28 November 2006 Speech Notes

Universities and tertiary reform

Speech notes for address to Association of University Staff Conference, Mercure Hotel, Upper Willis St, Wellington

It's a pleasure to address your conference again.

The New Zealand tertiary education sector makes a unique and invaluable contribution to the country's national development in all dimensions – social, economic, cultural and environmental. We have a strong tradition of providing access to a broad range of education opportunities and an increasing focus on providing excellence in research.

This is a time of change for the tertiary sector.

Since I was here last year I have announced significant reforms in tertiary education.

The government is investing in higher quality courses and a better way of paying for tertiary education.

Our aim is a high income, knowledge based economy, which is both innovative and creative and provides a unique quality of life to all New Zealanders.

The changes will be positive for students, better for industry, better for the development of skills ...and better for the communities our tertiary organisations serve.

For university staff, I'm confident the new approach will be more exciting and satisfying.

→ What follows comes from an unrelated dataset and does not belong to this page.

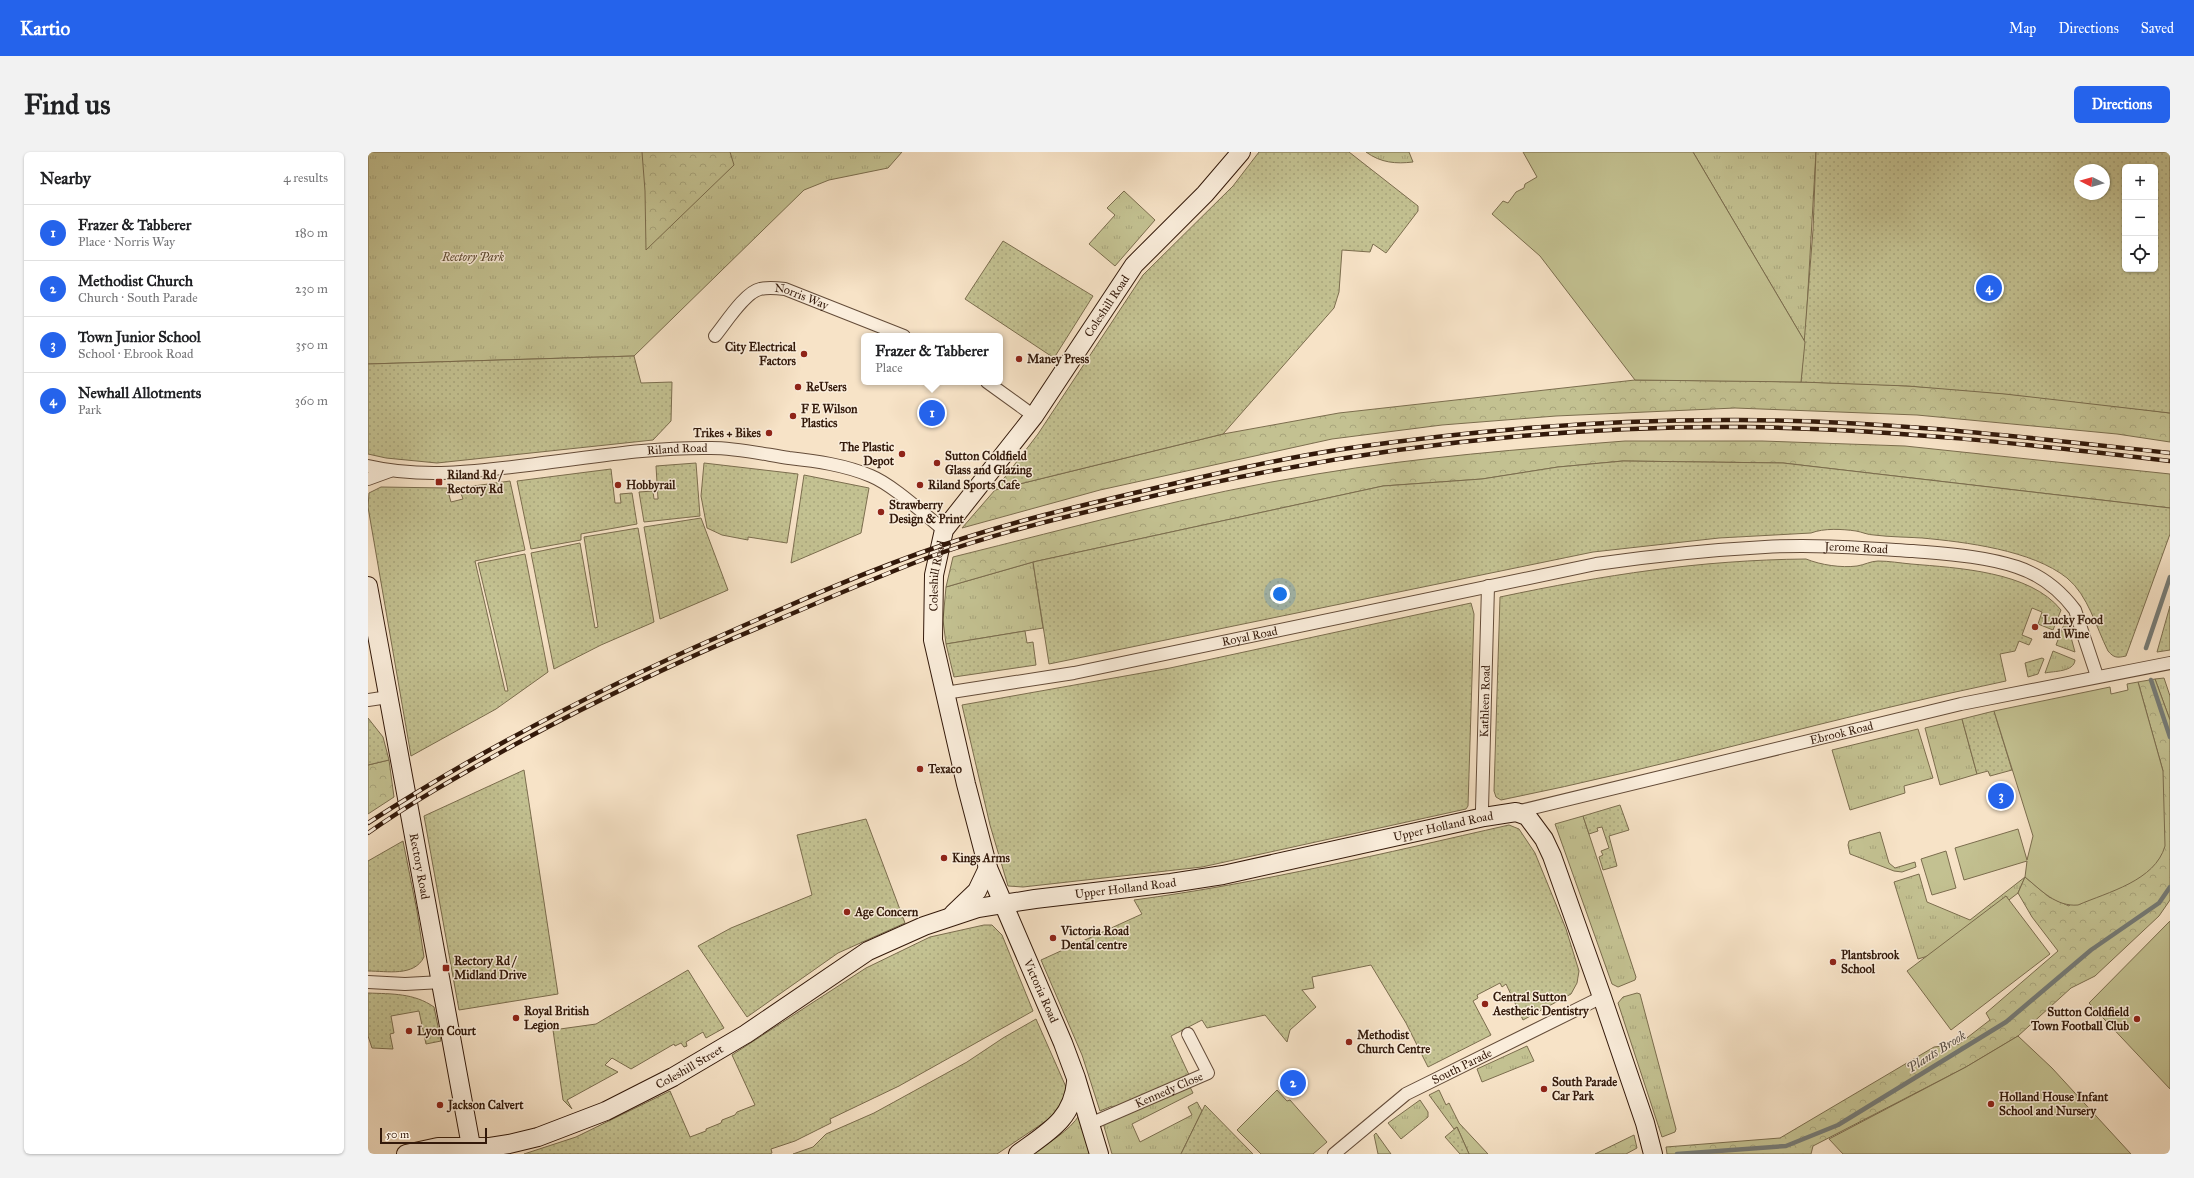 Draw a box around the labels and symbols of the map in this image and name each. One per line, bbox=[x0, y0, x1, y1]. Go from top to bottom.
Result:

I've taken on reform in the sector because it is critical that the tertiary education sector plays in accelerating the transformation of New Zealand’s economy and achieving New Zealanders broader social and cultural aspirations.

We have to get a lot of things right if we're going to restore New Zealand to the first rank of international economies.

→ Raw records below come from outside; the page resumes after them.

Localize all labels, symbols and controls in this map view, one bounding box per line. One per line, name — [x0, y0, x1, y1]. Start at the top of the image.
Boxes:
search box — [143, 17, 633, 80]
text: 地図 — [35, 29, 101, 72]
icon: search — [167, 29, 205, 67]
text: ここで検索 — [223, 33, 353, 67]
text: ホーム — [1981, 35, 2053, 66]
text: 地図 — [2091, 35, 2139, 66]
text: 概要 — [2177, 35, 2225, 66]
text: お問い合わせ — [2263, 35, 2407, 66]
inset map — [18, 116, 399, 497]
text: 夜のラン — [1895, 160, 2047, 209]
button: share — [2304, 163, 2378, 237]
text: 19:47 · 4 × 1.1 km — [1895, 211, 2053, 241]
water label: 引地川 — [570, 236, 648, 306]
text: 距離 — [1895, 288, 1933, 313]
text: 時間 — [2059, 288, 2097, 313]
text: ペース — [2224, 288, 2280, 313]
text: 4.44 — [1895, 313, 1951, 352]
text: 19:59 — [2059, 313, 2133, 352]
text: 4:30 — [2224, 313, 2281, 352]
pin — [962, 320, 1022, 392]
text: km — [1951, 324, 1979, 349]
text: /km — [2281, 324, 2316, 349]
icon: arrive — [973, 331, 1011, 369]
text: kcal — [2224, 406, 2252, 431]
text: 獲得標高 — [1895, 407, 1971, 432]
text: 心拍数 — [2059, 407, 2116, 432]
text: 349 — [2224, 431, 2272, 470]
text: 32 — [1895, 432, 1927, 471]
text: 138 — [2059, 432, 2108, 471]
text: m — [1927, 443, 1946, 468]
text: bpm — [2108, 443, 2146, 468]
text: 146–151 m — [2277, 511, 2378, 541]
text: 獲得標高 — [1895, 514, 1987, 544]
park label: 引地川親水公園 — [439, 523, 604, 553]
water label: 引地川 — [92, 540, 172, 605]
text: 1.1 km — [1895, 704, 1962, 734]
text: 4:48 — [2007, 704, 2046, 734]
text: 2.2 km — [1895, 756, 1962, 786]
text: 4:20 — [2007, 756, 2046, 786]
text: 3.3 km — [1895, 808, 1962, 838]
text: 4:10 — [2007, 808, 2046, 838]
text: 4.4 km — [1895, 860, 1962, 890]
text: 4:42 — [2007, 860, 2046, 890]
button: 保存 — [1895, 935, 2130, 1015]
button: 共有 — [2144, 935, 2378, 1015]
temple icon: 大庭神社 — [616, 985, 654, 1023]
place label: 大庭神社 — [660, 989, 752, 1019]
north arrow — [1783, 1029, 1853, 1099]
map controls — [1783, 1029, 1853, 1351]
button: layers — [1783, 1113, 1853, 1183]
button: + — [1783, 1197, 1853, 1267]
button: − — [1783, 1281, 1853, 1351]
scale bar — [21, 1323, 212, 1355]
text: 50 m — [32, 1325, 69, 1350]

We need to increase the level of productivity.

The innovation that drives higher productivity comes from investment in science and technology; it comes from research and higher skill levels.

Our tertiary sector has a dominant role in all this.

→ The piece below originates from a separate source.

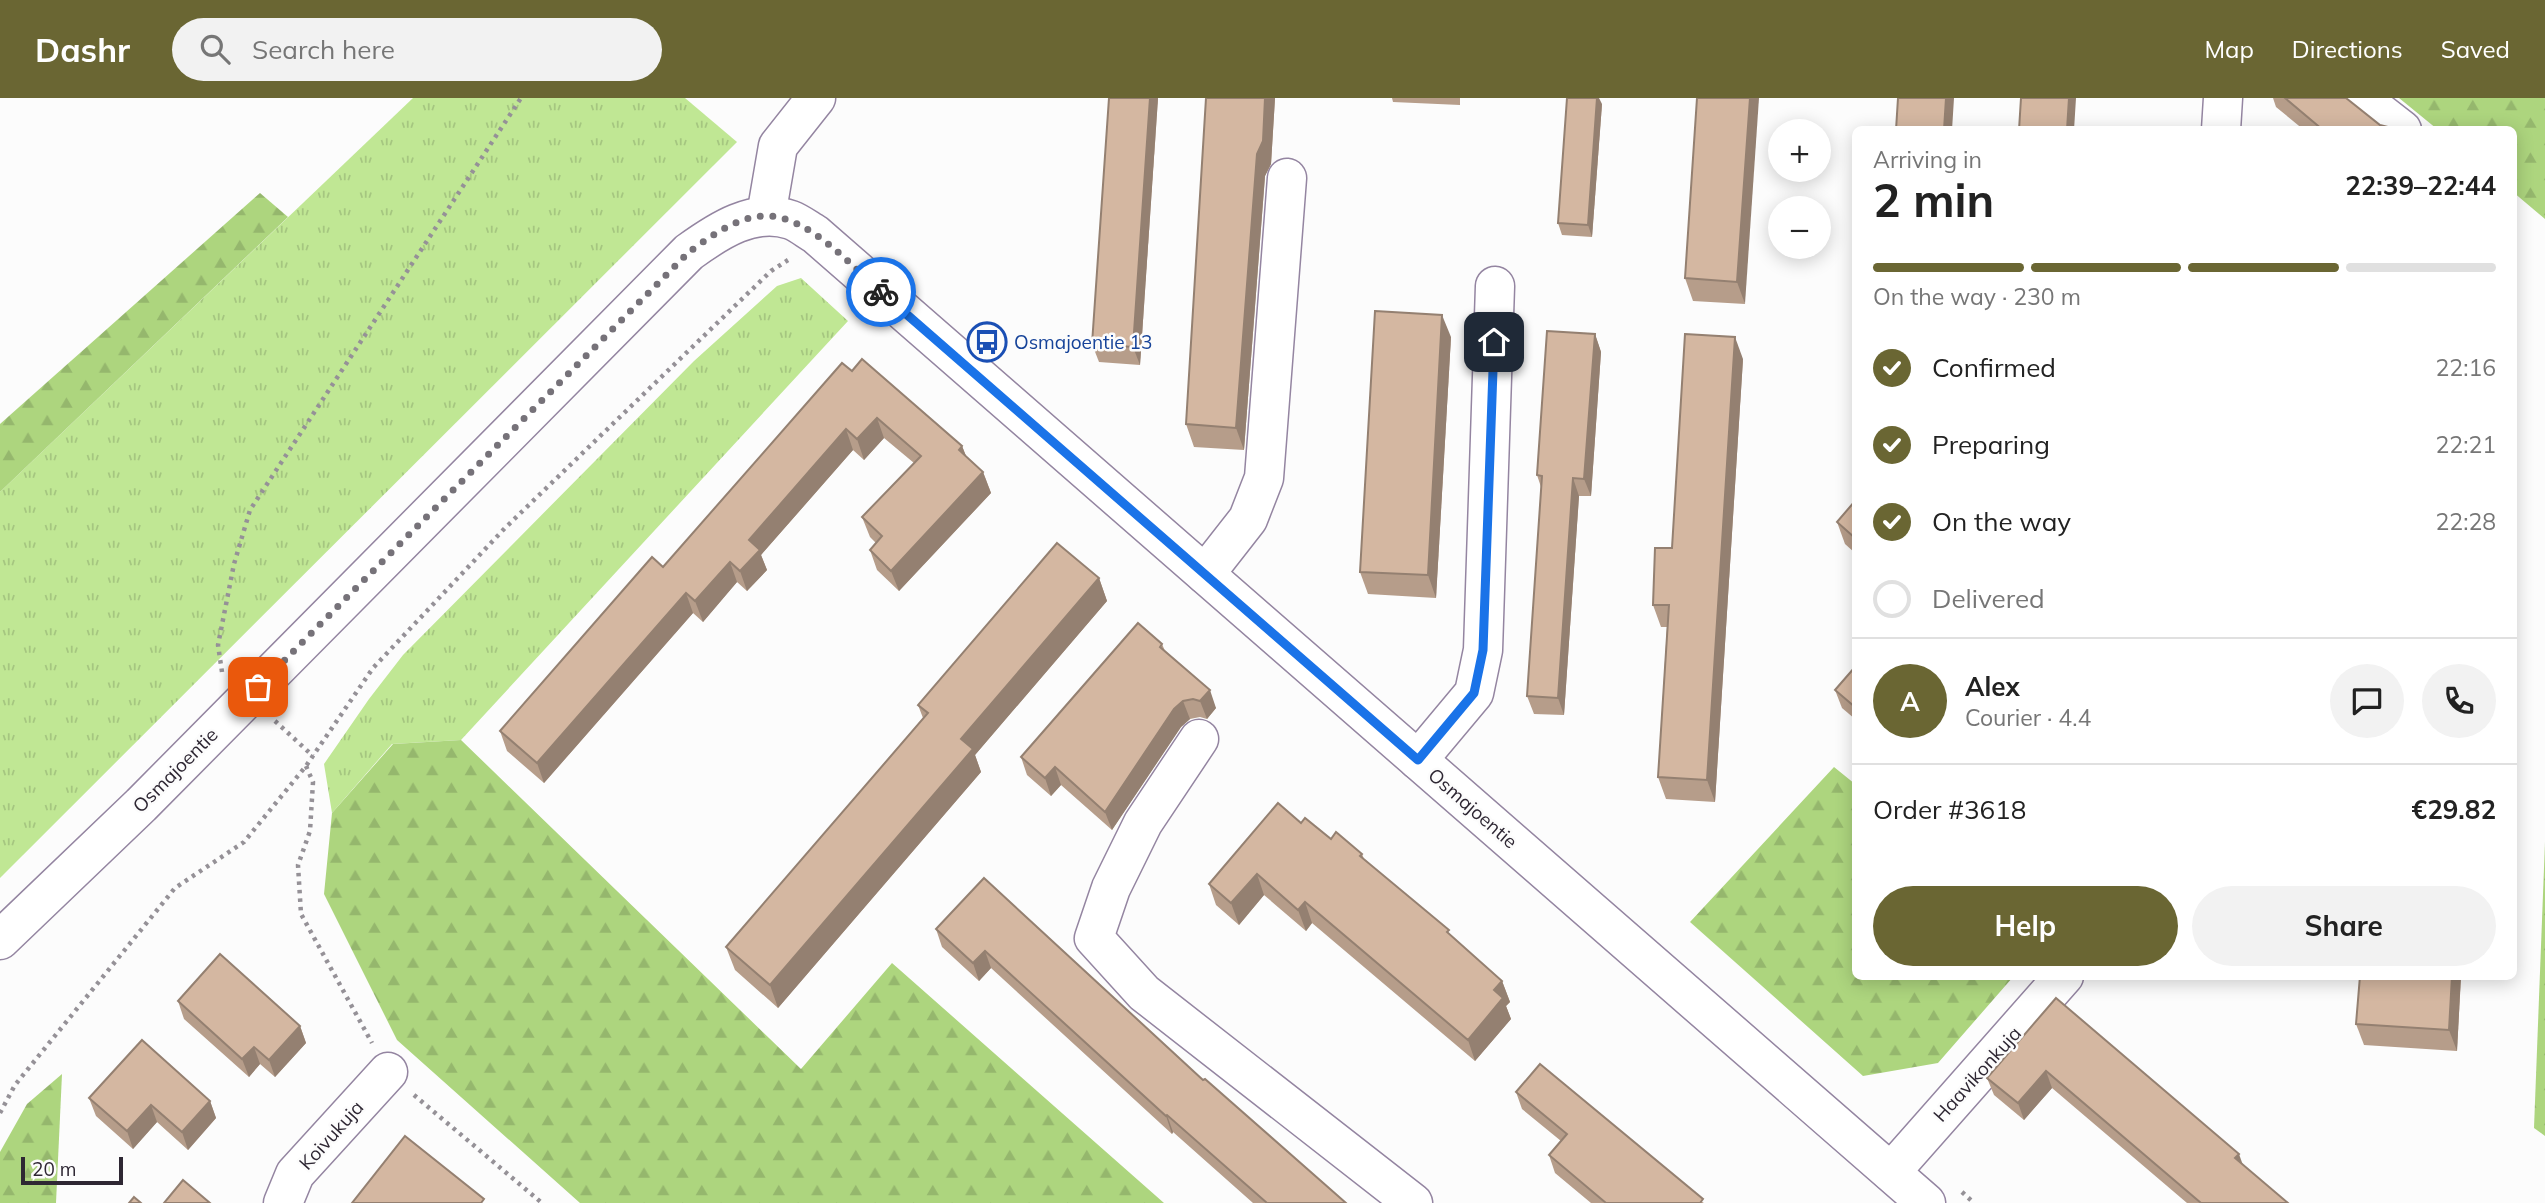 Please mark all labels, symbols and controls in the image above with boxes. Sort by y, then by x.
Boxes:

At the moment, the sector is structured for competition between institutions.

It's not structured to collaborate on our national economic priorities.

So last July I announced changes to bring quality outcomes, and national goals and priorities, to the centre of the tertiary sector's focus.

I know that for many within institutions there is nothing new about a desire for quality; nor a vision for how they fit into a high-value economy.

But those priorities were sometimes overwhelmed because they were not reflected in the way the government funded the sector.

So we have to get the government's end of the revamp right first; we have to align investment with the strategy.

The new approach will see the tertiary sector as a network of collaborating institutions; not as competitors.

We'll build on the distinctive contribution tertiary education organisations make to New Zealand.

Universities make a vital contribution to achieving the government's goals for the tertiary sector in their core roles of;

 Providing a wide range of research led degree and post-graduate education that is of international quality
 Undertaking excellent research in a broad range of fields
 Engaging in the dissemination and application of knowledge and in promoting learning

Starting from this core contribution, tertiary education organisation plans will be shaped by looking at outcomes desired by students, employers and the community.

The focus will be on our vision for New Zealand. We need to invest in plans developed by tertiary providers, rather than simply funding places.

Instead of next year's cash flowing to this year's enrolment, the government will make tertiary plans for a longer term.

No longer will plans be shaped ad hoc by current year enrolment patterns and inducements. Funding will move to a three-year cycle.

The starting point will be the Tertiary Education Strategy and its statement of priorities, in which the government, employers and local communities will all have a say.

We will be looking to build on the strengths of New Zealand's university system and seeking to:

 Increase the achievement at degree and post-graduate levels of under-represented groups
 Enhancing the contribution that university teaching and research make to economic growth
 Focusing additional investment towards building our capability to achieve excellent teaching and research

AUS members are important stakeholders in the process of achieving these goals. Your views are already influencing the Tertiary Education Commission, and I'm pleased to see the relationship between you developing well.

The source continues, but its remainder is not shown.